Born in in Kumamoto in 1970, Hiroaki Ohya attended and graduated from Bunka Fashion College in 1992 before being quickly recruited and employed by Issey Misake and the Miyake Design Studio. In 1996, he started his line of clothing under the name Ohya Design Zoo Co Ltd, presenting in the Paris Collection that same year.
His earliest and most famous outlandish project was the Astroboy by Ohya collection, launched in 1999, based on the Astroboy anime and done in collaboration with show’s production company, Tezuka Productions.
Another conceptual project produced in 1999 showed Ohya’s interest in creating artistic projects more so than functional clothing that people can purchase. His Ohya The Wizard of Jeanz collection was a series of 21 books that would transform into clothing when they were unfolded. The basis for the idea was in the American film, The Wizard of Oz, and only 20 editions of the collection were produced, with a selling price of $5000 each. The collection brought him both acclaim for his artistic merit and criticism for his lack of practical application.
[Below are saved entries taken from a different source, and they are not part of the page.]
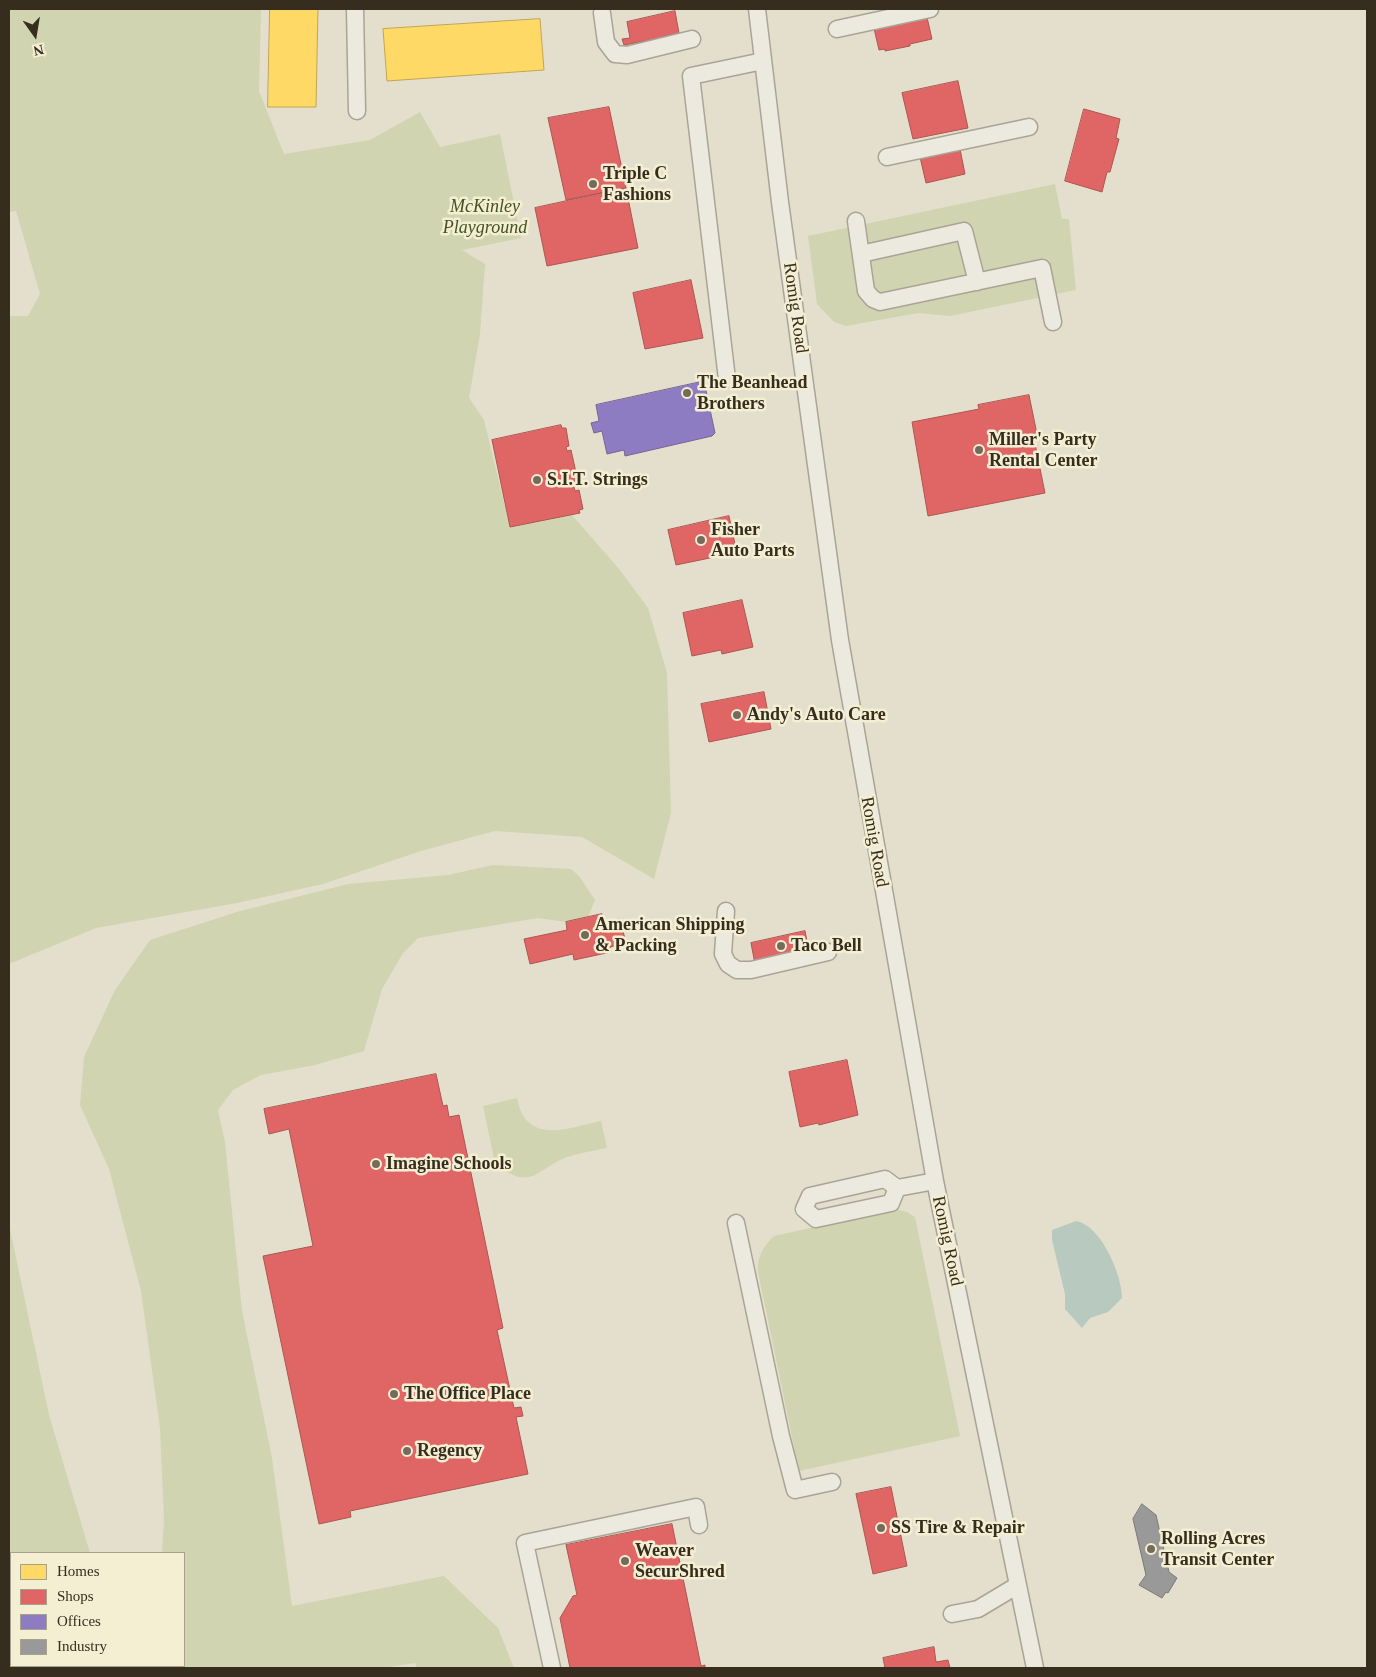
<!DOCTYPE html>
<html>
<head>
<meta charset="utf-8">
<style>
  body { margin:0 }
  #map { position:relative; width:1376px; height:1677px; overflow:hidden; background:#e4dfcd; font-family:Georgia,serif }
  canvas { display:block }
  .frame { position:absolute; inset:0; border:10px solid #372d1e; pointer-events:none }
  .legend { position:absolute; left:10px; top:1552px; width:175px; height:115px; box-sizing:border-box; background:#f4eed3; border:1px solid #a8a18b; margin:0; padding:6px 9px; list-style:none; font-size:15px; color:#372d1e }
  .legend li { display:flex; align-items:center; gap:10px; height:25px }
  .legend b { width:25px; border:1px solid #a8a18b }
  .north { position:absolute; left:10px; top:10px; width:50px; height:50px; -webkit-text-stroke:4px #f4eed3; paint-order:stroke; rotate:167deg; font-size:14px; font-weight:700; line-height:20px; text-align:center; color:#372d1e }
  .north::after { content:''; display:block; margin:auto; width:18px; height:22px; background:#372d1e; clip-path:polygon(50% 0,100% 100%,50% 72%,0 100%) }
</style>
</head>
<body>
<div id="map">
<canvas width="1376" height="1677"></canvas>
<div class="frame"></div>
<ul class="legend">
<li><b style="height:14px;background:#ffd966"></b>Homes</li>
<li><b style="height:14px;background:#e06666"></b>Shops</li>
<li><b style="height:14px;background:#8e7cc3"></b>Offices</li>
<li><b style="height:14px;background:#999"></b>Industry</li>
</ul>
<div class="north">N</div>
</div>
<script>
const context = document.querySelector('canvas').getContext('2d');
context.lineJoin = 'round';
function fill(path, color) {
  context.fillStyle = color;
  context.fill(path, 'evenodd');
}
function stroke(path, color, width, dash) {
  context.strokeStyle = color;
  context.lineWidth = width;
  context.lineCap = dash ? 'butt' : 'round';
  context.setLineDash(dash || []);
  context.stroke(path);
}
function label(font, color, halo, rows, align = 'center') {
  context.font = font + ' Georgia,serif';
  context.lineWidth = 5;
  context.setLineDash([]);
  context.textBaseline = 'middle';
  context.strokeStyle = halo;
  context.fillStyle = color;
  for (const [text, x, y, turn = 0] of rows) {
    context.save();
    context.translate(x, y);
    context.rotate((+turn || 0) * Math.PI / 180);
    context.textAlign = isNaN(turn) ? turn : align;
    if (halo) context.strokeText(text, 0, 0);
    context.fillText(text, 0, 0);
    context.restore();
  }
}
fill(new Path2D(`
  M9,9H261L259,91L284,154L370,140L420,112L440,147L500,134L521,238L462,250L485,264L480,334L469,398L484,420L510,527L571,514L620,570L648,608L667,673L671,813L654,879L582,837L495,831L421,851L323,884L237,903L96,928L9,964V316H28L40,294L16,211L9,212Z
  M1055,184L1062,219H1069L1076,290L950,316L918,313L846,326L834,322L817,304L808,236Z
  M493,865L571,869L579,876L595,900L588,917L566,922L538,918L418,938L403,953L382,989L364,1051L315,1065L261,1075L233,1090L218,1110L225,1142L242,1311L272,1458L292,1606L444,1576L498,1628L514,1668H417L415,1663L382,1668H185L184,1553H162L164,1520L160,1428L141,1291L109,1169L80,1105L84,1057L115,990L150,940L240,911L348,884L448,875Z
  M517,1098C526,1146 568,1128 601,1121L607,1148C593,1151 578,1153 565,1158C546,1164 533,1186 511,1174C504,1171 498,1166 494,1159L483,1106Z
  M896,1209L907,1212L915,1217L960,1436L799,1471L758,1272C757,1256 763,1247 774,1236Z
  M9,1224L49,1415L90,1553H11V1666H109V1668H9Z`), '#d0d4b0');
fill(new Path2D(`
  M1076,1221C1101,1225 1122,1275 1122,1298L1108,1312L1090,1318L1082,1328L1065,1309V1294L1052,1240V1230Z`), '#b8c9c0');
const homes = new Path2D(`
  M270,9H318L316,107H268Z
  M540,19L544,70L387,81L383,29Z`);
fill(homes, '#ffd966');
stroke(homes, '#c3a550', 1);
const shops = new Path2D(`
  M675,11L679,33L662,37L663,42L646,46L645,41L624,45L622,39L630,38L627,22Z
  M926,13L932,39L910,44V46L885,51V49L879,50L873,24Z
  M958,81L968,128L913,139L902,93Z
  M609,107L626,188L566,200L548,118Z
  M1084,109L1120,119L1116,138L1119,139L1110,172H1107L1102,192L1065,181Z
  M960,149L965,174L926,183L920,157Z
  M626,188L638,248L547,266L535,208Z
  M691,280L703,338L645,349L633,293Z
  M1029,395L1038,439H1034L1045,493L928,516L912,422L979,409L978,405Z
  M561,425L562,428H566L569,446L566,447L567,451L571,450L579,486L574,487L575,491L579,490L583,509L579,510L580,513L510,527L492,440Z
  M729,516L735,544L732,545L734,553L676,565L668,530Z
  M742,600L753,647L722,654L721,650L692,656L683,613Z
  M764,692L771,729L709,742L701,704Z
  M602,914L603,922L620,919L626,943L610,947L611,952L574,960L573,954L530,964L524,939L567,930L566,922Z
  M805,931L809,951L755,964L751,943Z
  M847,1060L858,1115L819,1125L818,1123L800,1127L789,1072Z
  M436,1074L443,1106L447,1105L449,1117L459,1115L503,1328L497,1330L514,1408L521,1407L523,1416L516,1417L528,1474L350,1511L351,1517L319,1524L263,1256L313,1246L289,1129L269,1134L264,1109Z
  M891,1487L907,1566L873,1574L856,1494Z
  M672,1524L701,1666L705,1665V1668H570L560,1618L573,1596L577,1595L566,1545Z
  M934,1647L936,1662L948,1660L950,1668H885L883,1658Z`);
fill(shops, '#e06666');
stroke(shops, '#ad5550', 1);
const offices = new Path2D(`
  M701,382V387L705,386L715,433L712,436L625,456L624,450L607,454L602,431L594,433L591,423L599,421L596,405Z`);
fill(offices, '#8e7cc3');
stroke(offices, '#746492', 1);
const industry = new Path2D(`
  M1142,1504L1156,1515L1169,1572L1177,1578L1168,1593L1166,1592L1162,1598L1139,1585L1146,1575L1133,1519Z`);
fill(industry, '#999');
stroke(industry, '#7c7974', 1);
const minor = new Path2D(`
  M355,9L357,111
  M757,9L780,202L840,640L935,1181L1035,1668
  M602,13L606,42L615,54L627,55L692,39
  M837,29L930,9
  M887,157L1029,127
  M856,221L866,291L873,299L880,302L1042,268L1053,322
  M861,254L964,231L977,282
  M727,379L691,76L763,61
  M726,911L723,954L728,964L737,970H751L828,952
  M897,1188L891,1203L816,1219L804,1209L810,1196L885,1179L897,1188L935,1181
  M736,1223L781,1436L795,1490L832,1482
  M952,1614L978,1609L1018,1585
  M552,1668L525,1543L696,1507L699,1525`);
stroke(minor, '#a9a496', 19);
stroke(minor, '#ece9df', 16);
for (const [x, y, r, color] of [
  [593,184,5,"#746b5b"],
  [687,393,5,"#746b5b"],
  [979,450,5,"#746b5b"],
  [537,480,5,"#746b5b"],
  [701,540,5,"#746b5b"],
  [737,715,5,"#746b5b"],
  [585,935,5,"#746b5b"],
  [781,946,5,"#746b5b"],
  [376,1164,5,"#746b5b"],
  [394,1394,5,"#746b5b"],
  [407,1451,5,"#746b5b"],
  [881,1528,5,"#746b5b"],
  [1151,1549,5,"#746b5b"],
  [625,1561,5,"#746b5b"]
]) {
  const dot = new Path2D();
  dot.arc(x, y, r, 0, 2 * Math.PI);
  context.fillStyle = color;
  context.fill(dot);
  stroke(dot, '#f4eed3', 2);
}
label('bold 18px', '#372d1e', '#f4eed3', [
  ["Triple C",603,174],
  ["Fashions",603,195],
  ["The Beanhead",697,383],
  ["Brothers",697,404],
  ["Miller's Party",989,440],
  ["Rental Center",989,461],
  ["S.I.T. Strings",547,480],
  ["Fisher",711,530],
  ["Auto Parts",711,551],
  ["Andy's Auto Care",747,715],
  ["American Shipping",595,925],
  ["& Packing",595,946],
  ["Taco Bell",791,946],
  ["Imagine Schools",386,1164],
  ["The Office Place",404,1394],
  ["Regency",417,1451],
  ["SS Tire & Repair",891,1528],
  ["Rolling Acres",1161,1539],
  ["Transit Center",1161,1560],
  ["Weaver",635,1551],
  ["SecurShred",635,1572]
], 'left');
label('italic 18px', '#435325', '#f4eed3', [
  ["McKinley",485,207],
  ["Playground",485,228]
]);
label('18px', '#372d1e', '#f4eed3', [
  ["Romig Road",795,308,82],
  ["Romig Road",874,842,80],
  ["Romig Road",947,1241,78]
]);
</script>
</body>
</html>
In an interview later held in 2001, Ohya explained that he gained the inspiration for his Wizard of Jeanz collection from an old book he had found in a flea market. He noted that you could “see something from fifty years ago the way it was fifty years ago.” He went on to note that his own creations “vanish within half a year. Especially in Japan it is produce, throw away, produce, throw away.” He mentions that he “had the feeling that [he] was creating household garbage.” The Wizard of Jeanz collection was thus a commentary on how he saw the fashion industry, constructed of entirely fake, polyester materials and printed parts of the clothing.
Another of Ohya’s design concepts utilizes the ubiquitous Cup noodles that populate store shelves throughout Japan. He called this 2000 collection Cup Mode and it consisted of Fashion Magazines that had been crafted of cotton, which converted into jackets.